- YOUR TASK:
Which lines of the entries contain the string "Minified"? Copy each of them.

═══ EXERCISE INPUTS ═══

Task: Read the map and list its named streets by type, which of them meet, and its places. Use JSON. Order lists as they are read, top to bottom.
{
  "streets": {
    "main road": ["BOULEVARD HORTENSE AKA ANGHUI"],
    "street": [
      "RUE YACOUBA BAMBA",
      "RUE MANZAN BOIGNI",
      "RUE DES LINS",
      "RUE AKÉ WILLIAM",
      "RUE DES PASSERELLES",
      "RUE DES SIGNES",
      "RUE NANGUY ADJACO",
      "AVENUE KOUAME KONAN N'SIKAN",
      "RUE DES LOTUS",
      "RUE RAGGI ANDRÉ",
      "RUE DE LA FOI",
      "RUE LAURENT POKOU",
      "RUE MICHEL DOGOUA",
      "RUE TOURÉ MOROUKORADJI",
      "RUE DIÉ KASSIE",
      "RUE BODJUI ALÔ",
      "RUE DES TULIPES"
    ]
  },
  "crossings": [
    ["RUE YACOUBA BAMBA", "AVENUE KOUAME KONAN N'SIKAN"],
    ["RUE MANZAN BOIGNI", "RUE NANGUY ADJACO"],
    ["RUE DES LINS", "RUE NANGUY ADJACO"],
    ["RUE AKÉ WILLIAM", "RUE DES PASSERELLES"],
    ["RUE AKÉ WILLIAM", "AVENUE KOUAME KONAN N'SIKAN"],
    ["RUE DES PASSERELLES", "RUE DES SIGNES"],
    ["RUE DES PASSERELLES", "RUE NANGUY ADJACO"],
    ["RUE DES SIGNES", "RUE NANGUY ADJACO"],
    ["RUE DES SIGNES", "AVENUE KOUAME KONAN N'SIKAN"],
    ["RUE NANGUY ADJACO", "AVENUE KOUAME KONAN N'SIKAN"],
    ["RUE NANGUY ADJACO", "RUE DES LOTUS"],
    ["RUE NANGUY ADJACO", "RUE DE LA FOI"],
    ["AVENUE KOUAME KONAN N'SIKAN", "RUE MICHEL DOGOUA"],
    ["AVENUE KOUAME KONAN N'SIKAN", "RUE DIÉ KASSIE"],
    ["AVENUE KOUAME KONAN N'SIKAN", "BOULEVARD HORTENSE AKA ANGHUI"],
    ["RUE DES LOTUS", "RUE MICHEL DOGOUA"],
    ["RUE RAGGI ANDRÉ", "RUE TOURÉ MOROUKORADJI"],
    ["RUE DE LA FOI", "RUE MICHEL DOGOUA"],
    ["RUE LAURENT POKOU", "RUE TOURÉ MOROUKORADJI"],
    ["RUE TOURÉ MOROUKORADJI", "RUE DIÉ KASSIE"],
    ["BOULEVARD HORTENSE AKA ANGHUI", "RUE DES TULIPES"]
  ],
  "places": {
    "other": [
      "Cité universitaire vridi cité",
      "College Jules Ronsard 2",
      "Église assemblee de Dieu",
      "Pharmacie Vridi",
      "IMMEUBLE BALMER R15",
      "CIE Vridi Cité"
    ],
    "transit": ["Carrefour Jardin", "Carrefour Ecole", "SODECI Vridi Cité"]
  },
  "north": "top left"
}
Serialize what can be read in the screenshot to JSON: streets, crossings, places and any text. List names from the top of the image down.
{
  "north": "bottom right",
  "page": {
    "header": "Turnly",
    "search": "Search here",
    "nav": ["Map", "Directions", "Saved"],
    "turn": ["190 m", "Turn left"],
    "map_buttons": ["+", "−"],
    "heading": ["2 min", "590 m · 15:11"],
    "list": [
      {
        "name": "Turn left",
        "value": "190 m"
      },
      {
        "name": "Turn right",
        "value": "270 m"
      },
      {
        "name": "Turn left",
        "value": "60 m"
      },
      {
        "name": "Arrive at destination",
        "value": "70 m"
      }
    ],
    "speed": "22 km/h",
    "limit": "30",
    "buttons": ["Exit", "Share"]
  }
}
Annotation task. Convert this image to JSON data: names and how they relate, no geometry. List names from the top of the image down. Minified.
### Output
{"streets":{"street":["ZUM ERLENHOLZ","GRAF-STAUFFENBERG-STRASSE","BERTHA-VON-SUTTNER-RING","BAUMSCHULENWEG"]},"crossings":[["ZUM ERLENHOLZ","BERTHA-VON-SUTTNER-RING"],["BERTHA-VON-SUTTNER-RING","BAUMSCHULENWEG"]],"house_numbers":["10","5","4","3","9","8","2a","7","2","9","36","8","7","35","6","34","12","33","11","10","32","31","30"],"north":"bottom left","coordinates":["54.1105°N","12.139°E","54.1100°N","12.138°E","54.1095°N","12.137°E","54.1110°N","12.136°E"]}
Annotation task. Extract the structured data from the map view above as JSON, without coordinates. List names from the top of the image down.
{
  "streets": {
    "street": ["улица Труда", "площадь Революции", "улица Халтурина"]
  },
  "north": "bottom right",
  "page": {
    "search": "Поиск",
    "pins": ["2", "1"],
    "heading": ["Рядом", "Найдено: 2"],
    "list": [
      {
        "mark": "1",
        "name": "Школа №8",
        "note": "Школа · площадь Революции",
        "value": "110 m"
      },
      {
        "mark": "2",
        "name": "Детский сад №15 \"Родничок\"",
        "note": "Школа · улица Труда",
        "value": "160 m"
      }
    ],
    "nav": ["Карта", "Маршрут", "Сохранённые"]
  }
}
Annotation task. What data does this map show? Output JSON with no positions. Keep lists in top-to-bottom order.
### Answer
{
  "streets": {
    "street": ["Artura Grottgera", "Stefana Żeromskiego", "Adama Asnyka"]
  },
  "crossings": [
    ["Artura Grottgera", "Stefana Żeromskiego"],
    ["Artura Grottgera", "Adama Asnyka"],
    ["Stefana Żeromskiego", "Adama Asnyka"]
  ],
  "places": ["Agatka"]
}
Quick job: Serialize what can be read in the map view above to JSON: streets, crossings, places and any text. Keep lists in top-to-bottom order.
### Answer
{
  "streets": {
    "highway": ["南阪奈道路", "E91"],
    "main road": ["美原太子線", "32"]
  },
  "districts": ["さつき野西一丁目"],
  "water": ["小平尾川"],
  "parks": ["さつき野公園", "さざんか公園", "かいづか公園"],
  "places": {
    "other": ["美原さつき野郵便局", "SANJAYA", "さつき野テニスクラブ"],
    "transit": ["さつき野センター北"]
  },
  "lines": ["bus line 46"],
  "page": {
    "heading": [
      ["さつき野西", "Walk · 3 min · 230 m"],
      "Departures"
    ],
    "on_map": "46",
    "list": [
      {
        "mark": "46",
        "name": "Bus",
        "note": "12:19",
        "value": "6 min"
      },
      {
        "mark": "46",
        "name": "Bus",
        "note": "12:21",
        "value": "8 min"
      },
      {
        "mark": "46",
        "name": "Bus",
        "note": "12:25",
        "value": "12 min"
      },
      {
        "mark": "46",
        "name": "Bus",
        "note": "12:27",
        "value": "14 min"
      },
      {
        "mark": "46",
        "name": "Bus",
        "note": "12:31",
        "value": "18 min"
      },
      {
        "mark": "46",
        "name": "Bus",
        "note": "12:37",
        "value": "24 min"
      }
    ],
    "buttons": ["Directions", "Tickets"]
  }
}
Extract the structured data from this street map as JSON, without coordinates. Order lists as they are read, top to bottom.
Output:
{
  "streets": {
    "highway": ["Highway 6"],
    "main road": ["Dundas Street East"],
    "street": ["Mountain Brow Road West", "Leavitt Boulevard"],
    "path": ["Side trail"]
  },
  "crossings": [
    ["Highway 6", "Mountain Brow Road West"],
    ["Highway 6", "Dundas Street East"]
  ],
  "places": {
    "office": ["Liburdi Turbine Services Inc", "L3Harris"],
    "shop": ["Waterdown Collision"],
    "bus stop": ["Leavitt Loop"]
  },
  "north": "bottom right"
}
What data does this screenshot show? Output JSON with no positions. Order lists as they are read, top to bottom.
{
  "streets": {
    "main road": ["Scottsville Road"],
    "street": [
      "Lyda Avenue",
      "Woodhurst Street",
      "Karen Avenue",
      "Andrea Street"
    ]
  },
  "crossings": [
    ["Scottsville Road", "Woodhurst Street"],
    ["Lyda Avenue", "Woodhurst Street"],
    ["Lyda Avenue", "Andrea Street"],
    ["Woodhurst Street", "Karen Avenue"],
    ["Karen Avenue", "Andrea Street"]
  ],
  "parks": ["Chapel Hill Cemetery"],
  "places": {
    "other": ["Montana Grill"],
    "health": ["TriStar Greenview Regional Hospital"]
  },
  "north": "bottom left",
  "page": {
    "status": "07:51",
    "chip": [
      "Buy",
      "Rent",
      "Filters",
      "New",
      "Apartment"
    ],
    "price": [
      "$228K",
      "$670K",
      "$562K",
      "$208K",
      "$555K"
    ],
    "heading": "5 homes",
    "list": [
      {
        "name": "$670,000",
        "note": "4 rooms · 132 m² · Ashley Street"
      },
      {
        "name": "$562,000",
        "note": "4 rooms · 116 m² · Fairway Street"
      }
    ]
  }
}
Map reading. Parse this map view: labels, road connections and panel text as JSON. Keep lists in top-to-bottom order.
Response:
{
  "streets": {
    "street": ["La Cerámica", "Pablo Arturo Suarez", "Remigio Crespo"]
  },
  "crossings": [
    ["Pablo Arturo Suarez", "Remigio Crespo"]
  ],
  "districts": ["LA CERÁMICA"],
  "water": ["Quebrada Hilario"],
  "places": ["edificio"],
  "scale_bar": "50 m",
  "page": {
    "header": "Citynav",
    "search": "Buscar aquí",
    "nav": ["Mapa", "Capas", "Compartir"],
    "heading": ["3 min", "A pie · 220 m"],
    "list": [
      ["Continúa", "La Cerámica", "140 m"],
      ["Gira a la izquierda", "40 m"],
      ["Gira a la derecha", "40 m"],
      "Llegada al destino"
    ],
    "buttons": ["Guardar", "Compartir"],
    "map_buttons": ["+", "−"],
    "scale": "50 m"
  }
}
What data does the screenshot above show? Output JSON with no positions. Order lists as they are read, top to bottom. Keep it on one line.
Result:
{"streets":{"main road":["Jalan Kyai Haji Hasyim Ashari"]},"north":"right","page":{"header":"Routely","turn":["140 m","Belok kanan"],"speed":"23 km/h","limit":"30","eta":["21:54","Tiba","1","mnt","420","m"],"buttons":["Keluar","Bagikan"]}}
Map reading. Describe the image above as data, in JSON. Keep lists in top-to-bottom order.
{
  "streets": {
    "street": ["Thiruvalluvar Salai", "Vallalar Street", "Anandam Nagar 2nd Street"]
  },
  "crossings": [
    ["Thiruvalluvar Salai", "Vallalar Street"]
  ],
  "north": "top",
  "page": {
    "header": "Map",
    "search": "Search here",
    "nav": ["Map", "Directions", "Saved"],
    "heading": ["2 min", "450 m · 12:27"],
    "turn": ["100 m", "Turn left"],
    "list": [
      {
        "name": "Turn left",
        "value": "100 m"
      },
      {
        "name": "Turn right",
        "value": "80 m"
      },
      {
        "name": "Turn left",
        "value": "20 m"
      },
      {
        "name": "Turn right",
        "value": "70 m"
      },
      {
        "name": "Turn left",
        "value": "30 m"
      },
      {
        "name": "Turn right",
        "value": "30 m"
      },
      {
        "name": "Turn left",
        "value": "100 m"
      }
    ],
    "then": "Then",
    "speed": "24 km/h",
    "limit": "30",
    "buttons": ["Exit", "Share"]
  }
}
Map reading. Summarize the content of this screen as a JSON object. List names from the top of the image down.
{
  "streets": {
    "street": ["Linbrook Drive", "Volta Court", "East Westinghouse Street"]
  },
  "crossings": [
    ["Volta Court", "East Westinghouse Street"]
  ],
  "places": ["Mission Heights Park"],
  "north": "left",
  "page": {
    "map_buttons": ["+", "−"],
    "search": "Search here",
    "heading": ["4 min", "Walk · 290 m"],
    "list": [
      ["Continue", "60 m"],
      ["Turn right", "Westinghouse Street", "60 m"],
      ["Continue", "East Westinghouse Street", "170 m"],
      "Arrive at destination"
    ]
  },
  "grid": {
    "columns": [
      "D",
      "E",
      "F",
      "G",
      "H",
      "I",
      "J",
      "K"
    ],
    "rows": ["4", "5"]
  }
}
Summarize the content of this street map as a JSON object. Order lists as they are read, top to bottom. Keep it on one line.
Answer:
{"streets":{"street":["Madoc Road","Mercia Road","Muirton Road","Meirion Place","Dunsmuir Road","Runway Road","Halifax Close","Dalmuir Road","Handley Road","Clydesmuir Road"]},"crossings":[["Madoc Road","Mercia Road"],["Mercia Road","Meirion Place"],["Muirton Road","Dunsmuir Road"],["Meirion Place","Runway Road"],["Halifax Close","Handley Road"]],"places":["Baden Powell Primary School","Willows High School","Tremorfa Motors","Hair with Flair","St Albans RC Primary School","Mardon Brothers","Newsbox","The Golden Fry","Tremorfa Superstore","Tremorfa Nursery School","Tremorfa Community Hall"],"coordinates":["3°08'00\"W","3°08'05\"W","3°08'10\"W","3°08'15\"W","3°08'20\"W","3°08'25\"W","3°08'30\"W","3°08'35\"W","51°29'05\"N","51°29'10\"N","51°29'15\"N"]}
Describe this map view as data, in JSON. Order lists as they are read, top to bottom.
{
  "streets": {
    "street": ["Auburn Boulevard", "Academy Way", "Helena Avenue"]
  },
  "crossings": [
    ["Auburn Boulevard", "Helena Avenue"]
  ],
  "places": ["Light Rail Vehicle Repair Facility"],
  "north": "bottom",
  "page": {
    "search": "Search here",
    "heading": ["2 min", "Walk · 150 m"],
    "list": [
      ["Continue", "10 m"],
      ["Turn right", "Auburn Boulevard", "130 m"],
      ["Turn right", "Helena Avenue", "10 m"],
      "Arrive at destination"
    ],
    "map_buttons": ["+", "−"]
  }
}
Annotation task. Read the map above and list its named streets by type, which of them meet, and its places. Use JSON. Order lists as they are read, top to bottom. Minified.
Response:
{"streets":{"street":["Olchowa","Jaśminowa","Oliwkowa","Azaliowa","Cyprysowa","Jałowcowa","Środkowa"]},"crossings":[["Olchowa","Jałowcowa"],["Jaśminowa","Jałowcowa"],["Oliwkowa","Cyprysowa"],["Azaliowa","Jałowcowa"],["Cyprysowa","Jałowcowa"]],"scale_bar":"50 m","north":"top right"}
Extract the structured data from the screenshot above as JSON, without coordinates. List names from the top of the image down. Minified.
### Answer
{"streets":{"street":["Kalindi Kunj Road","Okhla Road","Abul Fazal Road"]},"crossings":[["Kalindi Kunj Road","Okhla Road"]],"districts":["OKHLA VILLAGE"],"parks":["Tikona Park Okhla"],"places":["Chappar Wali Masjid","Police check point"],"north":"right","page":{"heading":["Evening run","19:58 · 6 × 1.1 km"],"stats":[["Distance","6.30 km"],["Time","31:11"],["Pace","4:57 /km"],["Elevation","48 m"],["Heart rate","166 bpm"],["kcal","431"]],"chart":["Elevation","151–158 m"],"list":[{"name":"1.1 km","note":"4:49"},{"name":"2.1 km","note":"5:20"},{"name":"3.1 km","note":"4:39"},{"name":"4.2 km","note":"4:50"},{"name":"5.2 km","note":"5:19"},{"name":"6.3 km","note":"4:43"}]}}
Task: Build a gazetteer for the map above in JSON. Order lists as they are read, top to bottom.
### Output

═══

- SOLUTION FOR THIS TASK:
Annotation task. Convert this image to JSON data: names and how they relate, no geometry. List names from the top of the image down. Minified.
Annotation task. Read the map above and list its named streets by type, which of them meet, and its places. Use JSON. Order lists as they are read, top to bottom. Minified.
Extract the structured data from the screenshot above as JSON, without coordinates. List names from the top of the image down. Minified.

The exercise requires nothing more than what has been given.